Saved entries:
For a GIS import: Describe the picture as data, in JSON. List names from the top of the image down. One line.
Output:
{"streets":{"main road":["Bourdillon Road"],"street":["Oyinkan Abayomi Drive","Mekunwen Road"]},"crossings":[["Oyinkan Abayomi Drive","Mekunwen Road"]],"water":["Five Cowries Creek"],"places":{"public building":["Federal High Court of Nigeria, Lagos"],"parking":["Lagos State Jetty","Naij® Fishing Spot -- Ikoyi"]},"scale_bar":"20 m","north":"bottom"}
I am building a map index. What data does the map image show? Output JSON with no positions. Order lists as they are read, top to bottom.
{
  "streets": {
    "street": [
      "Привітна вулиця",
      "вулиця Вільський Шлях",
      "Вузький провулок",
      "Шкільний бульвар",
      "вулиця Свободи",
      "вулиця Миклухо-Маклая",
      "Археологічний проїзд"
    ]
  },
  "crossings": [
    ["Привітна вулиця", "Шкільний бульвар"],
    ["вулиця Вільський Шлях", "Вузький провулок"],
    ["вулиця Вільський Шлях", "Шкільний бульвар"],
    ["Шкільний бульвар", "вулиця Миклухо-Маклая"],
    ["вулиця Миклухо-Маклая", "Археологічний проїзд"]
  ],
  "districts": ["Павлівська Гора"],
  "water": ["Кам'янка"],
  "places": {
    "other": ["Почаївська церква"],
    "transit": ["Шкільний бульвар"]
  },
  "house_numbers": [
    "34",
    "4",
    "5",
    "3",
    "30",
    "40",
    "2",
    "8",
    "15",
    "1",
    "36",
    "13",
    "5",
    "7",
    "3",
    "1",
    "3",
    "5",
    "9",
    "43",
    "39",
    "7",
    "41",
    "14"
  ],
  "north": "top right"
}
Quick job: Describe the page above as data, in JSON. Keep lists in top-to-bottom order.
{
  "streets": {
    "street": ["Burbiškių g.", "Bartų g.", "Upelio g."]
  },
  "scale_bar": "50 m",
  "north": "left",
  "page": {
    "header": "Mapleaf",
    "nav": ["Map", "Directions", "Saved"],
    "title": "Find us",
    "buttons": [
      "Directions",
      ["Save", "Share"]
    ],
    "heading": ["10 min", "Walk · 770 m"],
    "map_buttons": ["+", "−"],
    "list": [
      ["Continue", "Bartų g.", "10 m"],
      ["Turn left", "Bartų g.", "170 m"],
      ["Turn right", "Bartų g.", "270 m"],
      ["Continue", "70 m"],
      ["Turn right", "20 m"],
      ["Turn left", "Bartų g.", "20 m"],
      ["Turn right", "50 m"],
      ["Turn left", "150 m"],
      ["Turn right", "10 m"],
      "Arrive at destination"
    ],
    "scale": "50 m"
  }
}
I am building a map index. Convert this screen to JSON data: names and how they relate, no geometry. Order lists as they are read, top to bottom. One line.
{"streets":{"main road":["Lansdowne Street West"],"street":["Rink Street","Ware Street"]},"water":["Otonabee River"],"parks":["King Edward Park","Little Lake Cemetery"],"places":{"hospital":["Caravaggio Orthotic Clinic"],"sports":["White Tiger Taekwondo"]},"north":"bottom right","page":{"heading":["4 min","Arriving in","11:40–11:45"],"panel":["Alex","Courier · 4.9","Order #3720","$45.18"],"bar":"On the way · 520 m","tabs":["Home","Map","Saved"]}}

▸ **WHAT YOU WILL DO**: All of the data above is to be given again, word for word.

▸ **REPLY**:
For a GIS import: Describe the picture as data, in JSON. List names from the top of the image down. One line.
Output:
{"streets":{"main road":["Bourdillon Road"],"street":["Oyinkan Abayomi Drive","Mekunwen Road"]},"crossings":[["Oyinkan Abayomi Drive","Mekunwen Road"]],"water":["Five Cowries Creek"],"places":{"public building":["Federal High Court of Nigeria, Lagos"],"parking":["Lagos State Jetty","Naij® Fishing Spot -- Ikoyi"]},"scale_bar":"20 m","north":"bottom"}
I am building a map index. What data does the map image show? Output JSON with no positions. Order lists as they are read, top to bottom.
{
  "streets": {
    "street": [
      "Привітна вулиця",
      "вулиця Вільський Шлях",
      "Вузький провулок",
      "Шкільний бульвар",
      "вулиця Свободи",
      "вулиця Миклухо-Маклая",
      "Археологічний проїзд"
    ]
  },
  "crossings": [
    ["Привітна вулиця", "Шкільний бульвар"],
    ["вулиця Вільський Шлях", "Вузький провулок"],
    ["вулиця Вільський Шлях", "Шкільний бульвар"],
    ["Шкільний бульвар", "вулиця Миклухо-Маклая"],
    ["вулиця Миклухо-Маклая", "Археологічний проїзд"]
  ],
  "districts": ["Павлівська Гора"],
  "water": ["Кам'янка"],
  "places": {
    "other": ["Почаївська церква"],
    "transit": ["Шкільний бульвар"]
  },
  "house_numbers": [
    "34",
    "4",
    "5",
    "3",
    "30",
    "40",
    "2",
    "8",
    "15",
    "1",
    "36",
    "13",
    "5",
    "7",
    "3",
    "1",
    "3",
    "5",
    "9",
    "43",
    "39",
    "7",
    "41",
    "14"
  ],
  "north": "top right"
}
Quick job: Describe the page above as data, in JSON. Keep lists in top-to-bottom order.
{
  "streets": {
    "street": ["Burbiškių g.", "Bartų g.", "Upelio g."]
  },
  "scale_bar": "50 m",
  "north": "left",
  "page": {
    "header": "Mapleaf",
    "nav": ["Map", "Directions", "Saved"],
    "title": "Find us",
    "buttons": [
      "Directions",
      ["Save", "Share"]
    ],
    "heading": ["10 min", "Walk · 770 m"],
    "map_buttons": ["+", "−"],
    "list": [
      ["Continue", "Bartų g.", "10 m"],
      ["Turn left", "Bartų g.", "170 m"],
      ["Turn right", "Bartų g.", "270 m"],
      ["Continue", "70 m"],
      ["Turn right", "20 m"],
      ["Turn left", "Bartų g.", "20 m"],
      ["Turn right", "50 m"],
      ["Turn left", "150 m"],
      ["Turn right", "10 m"],
      "Arrive at destination"
    ],
    "scale": "50 m"
  }
}
I am building a map index. Convert this screen to JSON data: names and how they relate, no geometry. Order lists as they are read, top to bottom. One line.
{"streets":{"main road":["Lansdowne Street West"],"street":["Rink Street","Ware Street"]},"water":["Otonabee River"],"parks":["King Edward Park","Little Lake Cemetery"],"places":{"hospital":["Caravaggio Orthotic Clinic"],"sports":["White Tiger Taekwondo"]},"north":"bottom right","page":{"heading":["4 min","Arriving in","11:40–11:45"],"panel":["Alex","Courier · 4.9","Order #3720","$45.18"],"bar":"On the way · 520 m","tabs":["Home","Map","Saved"]}}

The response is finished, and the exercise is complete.